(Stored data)
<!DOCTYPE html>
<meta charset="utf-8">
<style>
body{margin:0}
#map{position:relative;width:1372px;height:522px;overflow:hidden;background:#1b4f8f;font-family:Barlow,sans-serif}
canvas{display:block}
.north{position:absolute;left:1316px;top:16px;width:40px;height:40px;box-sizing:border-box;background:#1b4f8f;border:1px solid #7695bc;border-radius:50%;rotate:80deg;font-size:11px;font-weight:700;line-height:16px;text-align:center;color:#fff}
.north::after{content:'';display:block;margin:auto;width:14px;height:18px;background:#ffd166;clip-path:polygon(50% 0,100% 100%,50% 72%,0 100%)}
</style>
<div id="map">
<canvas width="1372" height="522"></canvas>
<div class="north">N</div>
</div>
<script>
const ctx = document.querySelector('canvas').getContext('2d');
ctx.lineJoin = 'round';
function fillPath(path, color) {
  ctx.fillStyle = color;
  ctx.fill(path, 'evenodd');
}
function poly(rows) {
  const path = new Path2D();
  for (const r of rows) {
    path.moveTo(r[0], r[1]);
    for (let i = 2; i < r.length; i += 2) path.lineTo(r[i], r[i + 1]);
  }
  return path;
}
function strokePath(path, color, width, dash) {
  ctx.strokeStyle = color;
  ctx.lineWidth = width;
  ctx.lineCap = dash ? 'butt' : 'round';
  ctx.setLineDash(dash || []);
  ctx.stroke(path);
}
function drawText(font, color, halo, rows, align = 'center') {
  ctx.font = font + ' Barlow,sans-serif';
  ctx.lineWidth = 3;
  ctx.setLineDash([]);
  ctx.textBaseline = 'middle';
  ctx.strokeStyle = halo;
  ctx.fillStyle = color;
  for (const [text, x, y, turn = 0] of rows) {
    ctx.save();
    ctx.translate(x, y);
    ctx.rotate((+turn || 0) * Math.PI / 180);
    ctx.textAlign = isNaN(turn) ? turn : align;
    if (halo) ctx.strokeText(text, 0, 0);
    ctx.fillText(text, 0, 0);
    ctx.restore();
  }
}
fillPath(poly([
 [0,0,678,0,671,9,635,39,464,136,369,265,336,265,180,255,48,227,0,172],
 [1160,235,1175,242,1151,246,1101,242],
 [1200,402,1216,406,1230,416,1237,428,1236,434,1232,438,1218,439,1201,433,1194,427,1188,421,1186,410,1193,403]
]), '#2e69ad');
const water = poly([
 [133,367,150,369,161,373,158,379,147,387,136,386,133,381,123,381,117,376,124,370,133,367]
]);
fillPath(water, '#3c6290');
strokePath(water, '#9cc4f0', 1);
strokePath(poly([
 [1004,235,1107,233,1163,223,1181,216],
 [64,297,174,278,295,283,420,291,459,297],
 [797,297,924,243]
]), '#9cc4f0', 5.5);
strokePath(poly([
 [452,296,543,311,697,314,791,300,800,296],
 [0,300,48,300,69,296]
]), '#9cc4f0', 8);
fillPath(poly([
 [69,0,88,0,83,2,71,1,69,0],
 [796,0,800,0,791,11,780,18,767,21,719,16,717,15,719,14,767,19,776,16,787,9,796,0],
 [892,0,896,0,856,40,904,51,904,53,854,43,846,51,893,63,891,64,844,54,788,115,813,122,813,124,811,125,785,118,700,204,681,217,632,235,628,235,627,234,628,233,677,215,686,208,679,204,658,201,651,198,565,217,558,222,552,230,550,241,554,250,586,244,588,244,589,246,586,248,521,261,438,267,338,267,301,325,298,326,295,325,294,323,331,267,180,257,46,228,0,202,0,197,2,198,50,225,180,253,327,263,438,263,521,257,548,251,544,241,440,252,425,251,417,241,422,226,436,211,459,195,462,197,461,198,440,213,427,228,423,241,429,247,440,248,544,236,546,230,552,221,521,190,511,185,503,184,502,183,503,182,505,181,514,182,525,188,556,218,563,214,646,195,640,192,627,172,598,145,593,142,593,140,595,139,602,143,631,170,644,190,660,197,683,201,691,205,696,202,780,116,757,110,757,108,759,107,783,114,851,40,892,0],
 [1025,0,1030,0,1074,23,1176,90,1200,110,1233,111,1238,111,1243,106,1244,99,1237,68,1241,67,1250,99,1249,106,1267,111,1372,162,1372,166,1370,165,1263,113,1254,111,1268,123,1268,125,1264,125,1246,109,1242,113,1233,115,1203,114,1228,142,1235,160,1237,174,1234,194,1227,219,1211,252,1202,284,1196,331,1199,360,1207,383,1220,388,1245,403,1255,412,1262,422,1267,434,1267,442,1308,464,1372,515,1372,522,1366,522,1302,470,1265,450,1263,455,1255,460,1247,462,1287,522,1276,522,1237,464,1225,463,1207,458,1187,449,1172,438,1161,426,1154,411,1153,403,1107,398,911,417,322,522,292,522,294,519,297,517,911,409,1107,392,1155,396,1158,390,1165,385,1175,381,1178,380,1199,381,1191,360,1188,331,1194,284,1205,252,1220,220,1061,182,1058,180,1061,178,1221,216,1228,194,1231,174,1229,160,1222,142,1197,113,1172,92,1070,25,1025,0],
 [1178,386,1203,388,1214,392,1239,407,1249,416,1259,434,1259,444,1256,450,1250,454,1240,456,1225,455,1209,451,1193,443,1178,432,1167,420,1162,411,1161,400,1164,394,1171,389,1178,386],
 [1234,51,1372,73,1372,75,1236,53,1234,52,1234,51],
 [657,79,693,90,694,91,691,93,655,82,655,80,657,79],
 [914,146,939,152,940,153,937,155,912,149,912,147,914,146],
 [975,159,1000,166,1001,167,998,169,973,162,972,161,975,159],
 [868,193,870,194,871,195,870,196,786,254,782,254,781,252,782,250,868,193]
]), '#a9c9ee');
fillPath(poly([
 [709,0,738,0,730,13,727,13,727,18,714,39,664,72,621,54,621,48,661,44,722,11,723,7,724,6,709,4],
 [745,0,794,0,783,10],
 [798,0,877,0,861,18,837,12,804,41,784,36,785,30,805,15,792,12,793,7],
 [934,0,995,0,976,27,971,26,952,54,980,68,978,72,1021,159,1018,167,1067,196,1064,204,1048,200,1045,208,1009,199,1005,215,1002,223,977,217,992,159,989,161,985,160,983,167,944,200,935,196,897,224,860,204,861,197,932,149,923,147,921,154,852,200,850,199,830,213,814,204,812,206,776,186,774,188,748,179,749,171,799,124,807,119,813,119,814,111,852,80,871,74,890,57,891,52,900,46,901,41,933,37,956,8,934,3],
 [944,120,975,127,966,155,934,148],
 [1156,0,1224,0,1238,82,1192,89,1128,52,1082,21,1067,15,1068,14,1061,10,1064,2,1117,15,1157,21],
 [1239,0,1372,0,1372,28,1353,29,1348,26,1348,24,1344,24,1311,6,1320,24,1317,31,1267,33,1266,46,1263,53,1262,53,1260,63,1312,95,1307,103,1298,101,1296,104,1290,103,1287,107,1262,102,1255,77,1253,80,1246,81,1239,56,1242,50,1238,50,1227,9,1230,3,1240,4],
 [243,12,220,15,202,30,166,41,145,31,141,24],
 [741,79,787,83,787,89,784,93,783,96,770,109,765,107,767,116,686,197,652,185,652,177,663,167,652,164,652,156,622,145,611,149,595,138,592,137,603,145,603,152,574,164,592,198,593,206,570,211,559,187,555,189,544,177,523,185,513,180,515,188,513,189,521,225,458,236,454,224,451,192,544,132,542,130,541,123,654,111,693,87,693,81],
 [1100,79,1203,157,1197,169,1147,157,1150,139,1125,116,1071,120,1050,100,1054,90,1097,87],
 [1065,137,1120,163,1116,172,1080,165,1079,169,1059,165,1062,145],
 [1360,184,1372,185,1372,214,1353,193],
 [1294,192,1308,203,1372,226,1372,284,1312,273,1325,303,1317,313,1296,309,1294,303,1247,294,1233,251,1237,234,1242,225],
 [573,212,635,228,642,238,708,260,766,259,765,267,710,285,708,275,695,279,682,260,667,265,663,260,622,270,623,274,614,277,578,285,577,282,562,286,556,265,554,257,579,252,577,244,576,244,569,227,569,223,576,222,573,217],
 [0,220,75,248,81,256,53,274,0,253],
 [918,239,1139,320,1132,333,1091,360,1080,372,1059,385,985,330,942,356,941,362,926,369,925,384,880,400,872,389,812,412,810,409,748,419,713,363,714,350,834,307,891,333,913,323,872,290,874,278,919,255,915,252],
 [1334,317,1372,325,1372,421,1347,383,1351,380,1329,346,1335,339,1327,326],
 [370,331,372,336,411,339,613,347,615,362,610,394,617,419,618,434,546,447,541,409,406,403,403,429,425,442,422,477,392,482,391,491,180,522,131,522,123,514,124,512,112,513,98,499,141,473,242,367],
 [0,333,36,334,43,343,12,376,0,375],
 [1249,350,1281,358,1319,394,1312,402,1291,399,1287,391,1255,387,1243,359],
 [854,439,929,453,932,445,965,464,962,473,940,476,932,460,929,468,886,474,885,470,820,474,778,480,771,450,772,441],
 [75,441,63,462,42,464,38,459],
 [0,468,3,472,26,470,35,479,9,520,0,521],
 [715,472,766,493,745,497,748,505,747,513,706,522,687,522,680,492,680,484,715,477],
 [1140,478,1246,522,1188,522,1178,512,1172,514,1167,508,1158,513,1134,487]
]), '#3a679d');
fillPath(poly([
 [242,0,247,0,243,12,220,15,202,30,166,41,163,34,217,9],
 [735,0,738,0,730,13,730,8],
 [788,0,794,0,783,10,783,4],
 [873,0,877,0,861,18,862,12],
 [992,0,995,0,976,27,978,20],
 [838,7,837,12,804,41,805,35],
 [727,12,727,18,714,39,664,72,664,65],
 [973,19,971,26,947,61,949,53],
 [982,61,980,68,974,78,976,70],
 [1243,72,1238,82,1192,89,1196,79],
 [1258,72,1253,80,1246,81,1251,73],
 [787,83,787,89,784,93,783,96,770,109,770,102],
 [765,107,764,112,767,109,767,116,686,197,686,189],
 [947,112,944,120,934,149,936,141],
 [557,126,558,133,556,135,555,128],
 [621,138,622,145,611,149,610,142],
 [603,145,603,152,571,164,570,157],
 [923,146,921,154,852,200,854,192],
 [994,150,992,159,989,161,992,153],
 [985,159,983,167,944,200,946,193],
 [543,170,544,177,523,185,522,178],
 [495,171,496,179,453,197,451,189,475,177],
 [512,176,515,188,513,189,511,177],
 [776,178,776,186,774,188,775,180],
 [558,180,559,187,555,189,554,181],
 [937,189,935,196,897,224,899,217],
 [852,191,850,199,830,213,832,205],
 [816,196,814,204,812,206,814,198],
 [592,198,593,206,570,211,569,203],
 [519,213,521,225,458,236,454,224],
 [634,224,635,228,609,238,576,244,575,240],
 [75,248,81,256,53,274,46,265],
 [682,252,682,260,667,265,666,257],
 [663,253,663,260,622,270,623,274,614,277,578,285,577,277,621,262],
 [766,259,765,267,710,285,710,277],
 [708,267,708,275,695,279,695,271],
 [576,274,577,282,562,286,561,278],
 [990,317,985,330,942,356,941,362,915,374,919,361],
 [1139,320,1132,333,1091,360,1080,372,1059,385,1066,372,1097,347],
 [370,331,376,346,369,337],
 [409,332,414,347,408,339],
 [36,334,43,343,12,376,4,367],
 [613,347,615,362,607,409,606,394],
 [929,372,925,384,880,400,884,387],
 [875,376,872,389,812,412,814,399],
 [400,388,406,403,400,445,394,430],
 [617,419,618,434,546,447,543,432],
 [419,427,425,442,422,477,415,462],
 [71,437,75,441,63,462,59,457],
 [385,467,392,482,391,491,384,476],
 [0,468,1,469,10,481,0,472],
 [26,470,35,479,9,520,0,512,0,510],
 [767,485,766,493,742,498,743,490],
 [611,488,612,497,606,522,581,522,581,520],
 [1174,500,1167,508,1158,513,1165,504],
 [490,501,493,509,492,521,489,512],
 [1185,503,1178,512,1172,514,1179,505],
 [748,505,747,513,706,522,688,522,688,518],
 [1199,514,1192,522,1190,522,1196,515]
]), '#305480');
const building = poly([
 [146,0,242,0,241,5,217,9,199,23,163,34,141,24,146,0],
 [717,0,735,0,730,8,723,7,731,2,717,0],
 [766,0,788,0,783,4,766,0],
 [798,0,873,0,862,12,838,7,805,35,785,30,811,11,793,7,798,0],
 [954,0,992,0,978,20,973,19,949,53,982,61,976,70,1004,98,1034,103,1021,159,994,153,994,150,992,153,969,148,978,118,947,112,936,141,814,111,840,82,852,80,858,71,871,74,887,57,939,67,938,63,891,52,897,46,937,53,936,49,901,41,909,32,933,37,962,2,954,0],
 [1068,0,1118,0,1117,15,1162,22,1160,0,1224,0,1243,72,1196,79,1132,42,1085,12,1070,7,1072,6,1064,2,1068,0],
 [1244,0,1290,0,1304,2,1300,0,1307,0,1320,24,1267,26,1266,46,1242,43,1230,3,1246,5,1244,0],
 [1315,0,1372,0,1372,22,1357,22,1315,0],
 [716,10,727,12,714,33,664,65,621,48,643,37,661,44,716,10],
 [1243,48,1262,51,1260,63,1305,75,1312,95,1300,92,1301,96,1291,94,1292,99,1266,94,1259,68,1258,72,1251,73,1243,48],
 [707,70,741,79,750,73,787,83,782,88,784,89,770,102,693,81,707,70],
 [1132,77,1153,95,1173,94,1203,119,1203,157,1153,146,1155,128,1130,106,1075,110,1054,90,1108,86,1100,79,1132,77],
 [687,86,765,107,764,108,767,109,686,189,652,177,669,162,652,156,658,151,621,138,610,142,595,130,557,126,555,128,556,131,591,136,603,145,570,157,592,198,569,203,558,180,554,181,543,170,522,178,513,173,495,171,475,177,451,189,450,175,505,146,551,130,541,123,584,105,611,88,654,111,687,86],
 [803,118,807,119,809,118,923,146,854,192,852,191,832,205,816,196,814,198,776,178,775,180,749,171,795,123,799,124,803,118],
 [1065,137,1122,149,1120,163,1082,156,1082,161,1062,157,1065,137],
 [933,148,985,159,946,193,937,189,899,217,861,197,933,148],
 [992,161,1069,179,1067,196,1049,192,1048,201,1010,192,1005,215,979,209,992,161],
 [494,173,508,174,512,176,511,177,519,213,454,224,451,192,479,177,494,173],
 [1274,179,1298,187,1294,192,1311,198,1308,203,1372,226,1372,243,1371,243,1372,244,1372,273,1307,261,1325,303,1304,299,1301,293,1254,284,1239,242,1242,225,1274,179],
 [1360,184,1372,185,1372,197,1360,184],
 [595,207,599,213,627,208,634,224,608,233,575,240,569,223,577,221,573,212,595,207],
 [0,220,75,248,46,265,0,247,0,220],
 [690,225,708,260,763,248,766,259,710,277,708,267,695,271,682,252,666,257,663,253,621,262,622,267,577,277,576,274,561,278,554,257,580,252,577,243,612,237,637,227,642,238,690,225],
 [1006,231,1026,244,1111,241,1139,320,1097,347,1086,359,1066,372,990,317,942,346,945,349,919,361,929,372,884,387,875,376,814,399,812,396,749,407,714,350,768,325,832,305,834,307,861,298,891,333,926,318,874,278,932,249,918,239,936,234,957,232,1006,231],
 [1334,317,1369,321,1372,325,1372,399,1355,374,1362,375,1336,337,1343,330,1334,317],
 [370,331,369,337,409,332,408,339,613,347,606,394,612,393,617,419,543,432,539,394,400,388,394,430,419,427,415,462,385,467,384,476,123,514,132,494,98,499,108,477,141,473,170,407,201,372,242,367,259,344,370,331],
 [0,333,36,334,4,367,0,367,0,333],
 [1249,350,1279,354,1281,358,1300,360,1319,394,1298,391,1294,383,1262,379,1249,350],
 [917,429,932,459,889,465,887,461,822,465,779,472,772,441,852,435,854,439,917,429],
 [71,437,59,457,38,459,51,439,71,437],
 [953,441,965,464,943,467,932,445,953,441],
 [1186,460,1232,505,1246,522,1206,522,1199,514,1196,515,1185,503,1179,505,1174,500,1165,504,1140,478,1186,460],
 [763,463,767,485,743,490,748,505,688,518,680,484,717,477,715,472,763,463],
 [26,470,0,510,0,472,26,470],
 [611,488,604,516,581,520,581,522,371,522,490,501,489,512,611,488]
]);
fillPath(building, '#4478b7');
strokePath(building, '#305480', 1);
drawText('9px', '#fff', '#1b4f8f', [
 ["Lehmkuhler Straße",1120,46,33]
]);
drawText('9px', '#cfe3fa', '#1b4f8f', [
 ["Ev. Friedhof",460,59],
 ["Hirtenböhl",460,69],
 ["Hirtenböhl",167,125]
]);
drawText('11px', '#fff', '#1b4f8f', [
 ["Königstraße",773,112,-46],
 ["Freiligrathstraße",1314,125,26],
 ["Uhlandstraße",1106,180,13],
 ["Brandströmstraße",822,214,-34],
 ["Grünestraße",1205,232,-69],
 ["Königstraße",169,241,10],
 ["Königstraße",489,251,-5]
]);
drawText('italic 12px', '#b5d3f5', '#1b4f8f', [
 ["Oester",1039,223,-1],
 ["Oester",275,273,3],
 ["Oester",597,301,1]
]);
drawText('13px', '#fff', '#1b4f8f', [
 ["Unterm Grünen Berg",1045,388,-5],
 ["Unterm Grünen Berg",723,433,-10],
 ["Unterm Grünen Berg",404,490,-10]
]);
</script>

— WORK TO COMPLETE —
Reproduce each line of the records in which the word "strokeStyle" appears.

— RESPONSE AREA —
  ctx.strokeStyle = color;
  ctx.strokeStyle = halo;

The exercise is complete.